Re: Treating addresses in 3NF?
Date: 16 Nov 2002 18:40:19 -0800
Message-ID: <c0d87ec0.0211161840.68e5e66e_at_posting.google.com>
>> You mean to tell me that a prestigious, highly efficient
organisation like the British Royal Mail does not provide everyone
with a fully normalised relational model ... <<
For 'UK postcode databases', the Royal Mail holds the copyright and will licence you an 'outwards' database (i.e. the first segment of the full postcode) for about 150 UK pounds a year, or an 'inwards' database (i.e. the full 9- or 10-character postcode) for about 500 UK pounds per year.

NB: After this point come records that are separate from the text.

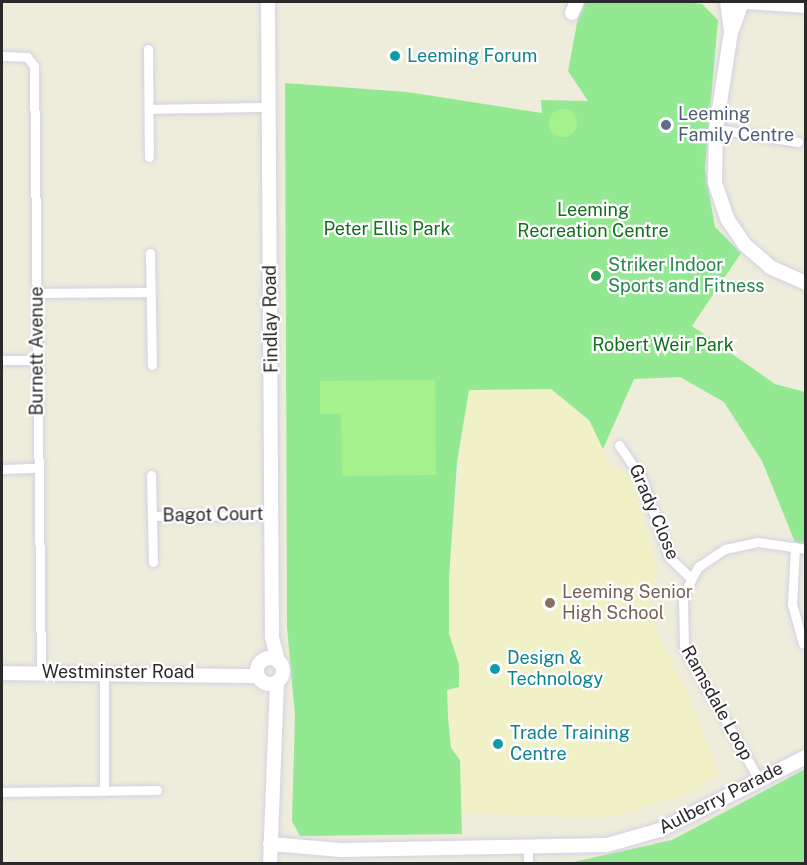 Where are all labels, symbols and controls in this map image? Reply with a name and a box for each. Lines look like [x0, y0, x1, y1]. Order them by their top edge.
place label: Leeming Forum [407, 45, 537, 67]
marker: Leeming Forum [388, 49, 402, 63]
place label: Leeming Family Centre [678, 104, 794, 146]
marker: Leeming Family Centre [659, 118, 673, 132]
park label: Leeming Recreation Centre [517, 200, 669, 242]
park label: Peter Ellis Park [323, 218, 451, 240]
place label: Striker Indoor Sports and Fitness [608, 255, 764, 298]
street label: Findlay Road [259, 265, 283, 373]
marker: Striker Indoor Sports and Fitness [589, 269, 603, 283]
street label: Burnett Avenue [26, 286, 48, 416]
park label: Robert Weir Park [592, 334, 734, 356]
street label: Grady Close [624, 461, 684, 563]
street label: Bagot Court [162, 503, 264, 527]
place label: Leeming Senior High School [562, 582, 693, 624]
marker: Leeming Senior High School [543, 596, 557, 610]
street label: Ramsdale Loop [677, 642, 757, 764]
place label: Design & Technology [507, 648, 603, 690]
street label: Westminster Road [42, 661, 194, 683]
marker: Design & Technology [488, 662, 502, 676]
place label: Trade Training Centre [510, 723, 630, 766]
marker: Trade Training Centre [491, 737, 505, 751]
street label: Aulberry Parade [655, 757, 787, 839] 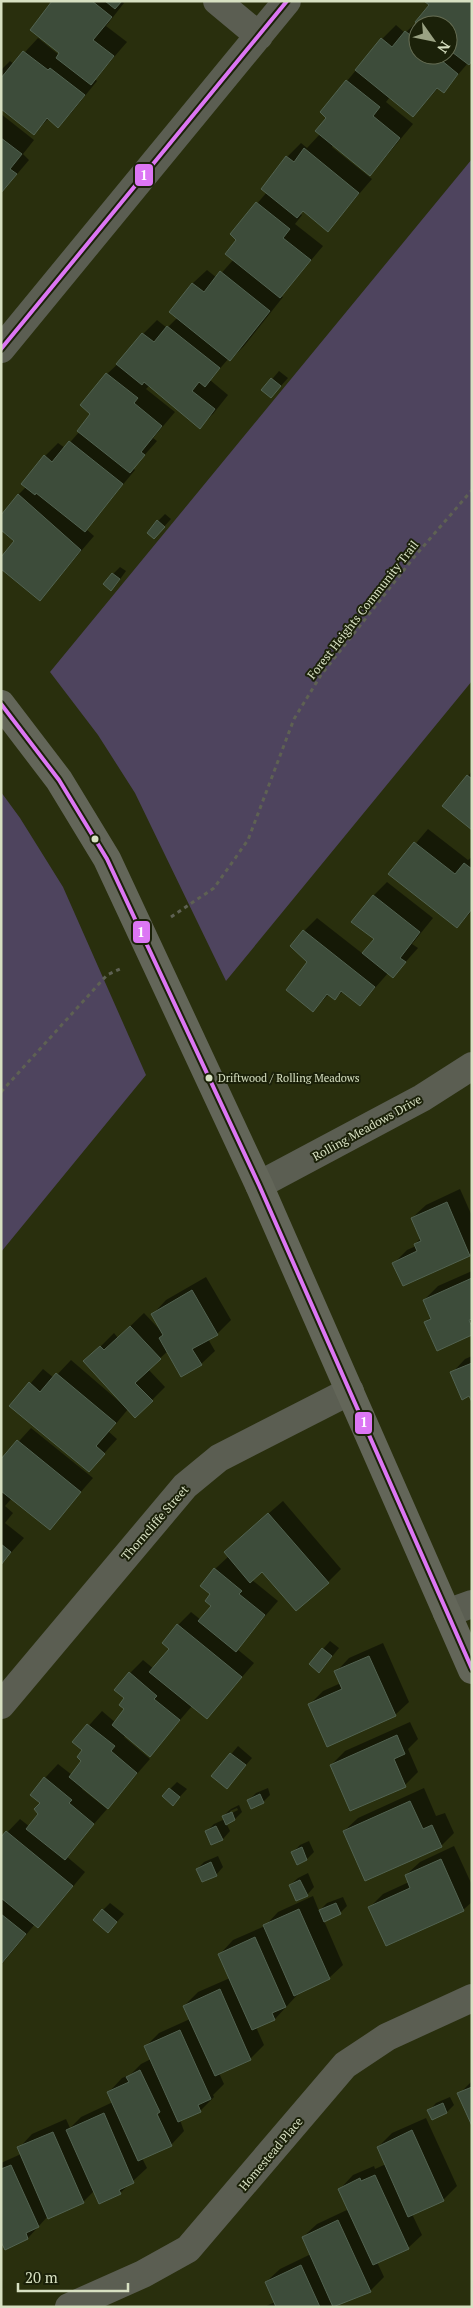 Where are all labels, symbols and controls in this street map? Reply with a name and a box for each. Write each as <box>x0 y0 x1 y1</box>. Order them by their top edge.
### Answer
north arrow <box>408 15 458 65</box>
text: N <box>433 38 455 57</box>
line badge: 1 <box>134 163 154 187</box>
text: 1 <box>140 165 148 184</box>
street label: Forest Heights Community Trail <box>304 537 422 682</box>
unlabelled marker <box>90 834 100 844</box>
line badge: 1 <box>132 920 151 944</box>
text: 1 <box>137 922 145 941</box>
place label: Driftwood / Rolling Meadows <box>218 1071 360 1085</box>
marker: Driftwood / Rolling Meadows <box>204 1073 214 1083</box>
street label: Rolling Meadows Drive <box>310 1091 424 1164</box>
line badge: 1 <box>354 1411 373 1435</box>
text: 1 <box>360 1412 368 1431</box>
street label: Thorncliffe Street <box>118 1482 192 1563</box>
street label: Homestead Place <box>236 2114 306 2193</box>
scale bar <box>18 2260 128 2292</box>
text: 20 m <box>25 2267 58 2287</box> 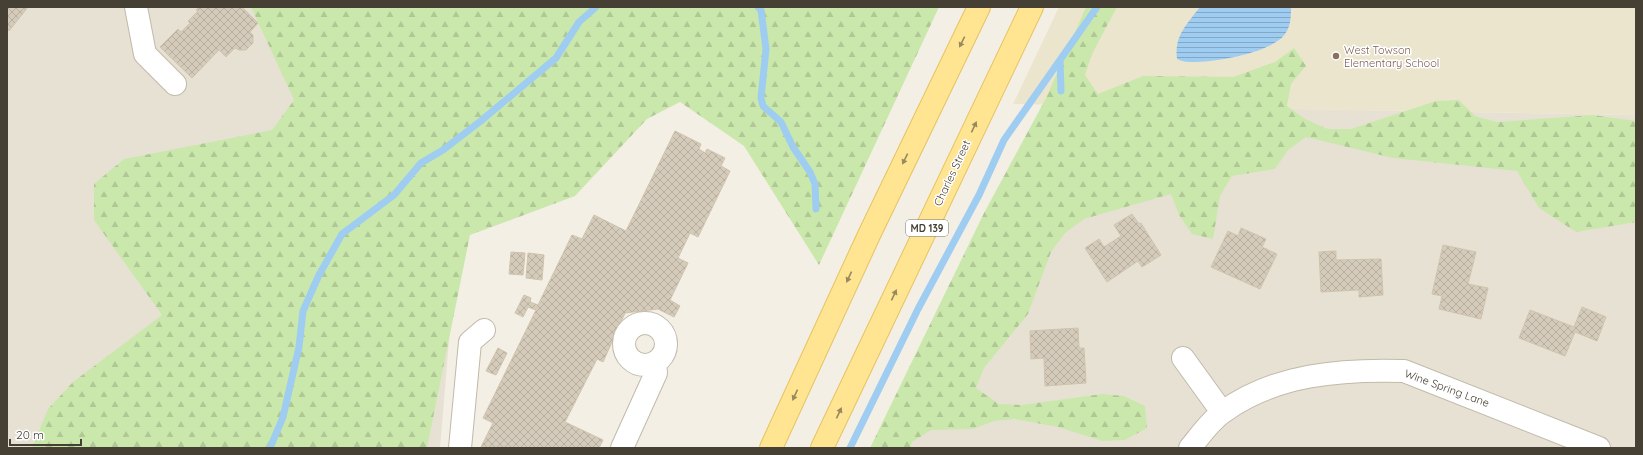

The U.S. zipcodes are nested geographical areas of the form abbbcc-ddee. The first digit is a multi-state region, the next three are part of a state, the next two are postal districts within a city or county.
Sometimes a zipcode belongs to a single entity, like a hospital, government agency office, university, etc.
The stuff after the dash are trickier:
- The first two "zip+4" digits are the postal carrier route and the last two are neighborhoods within the route. The idea is to phsyical sort the mail for easy delivery.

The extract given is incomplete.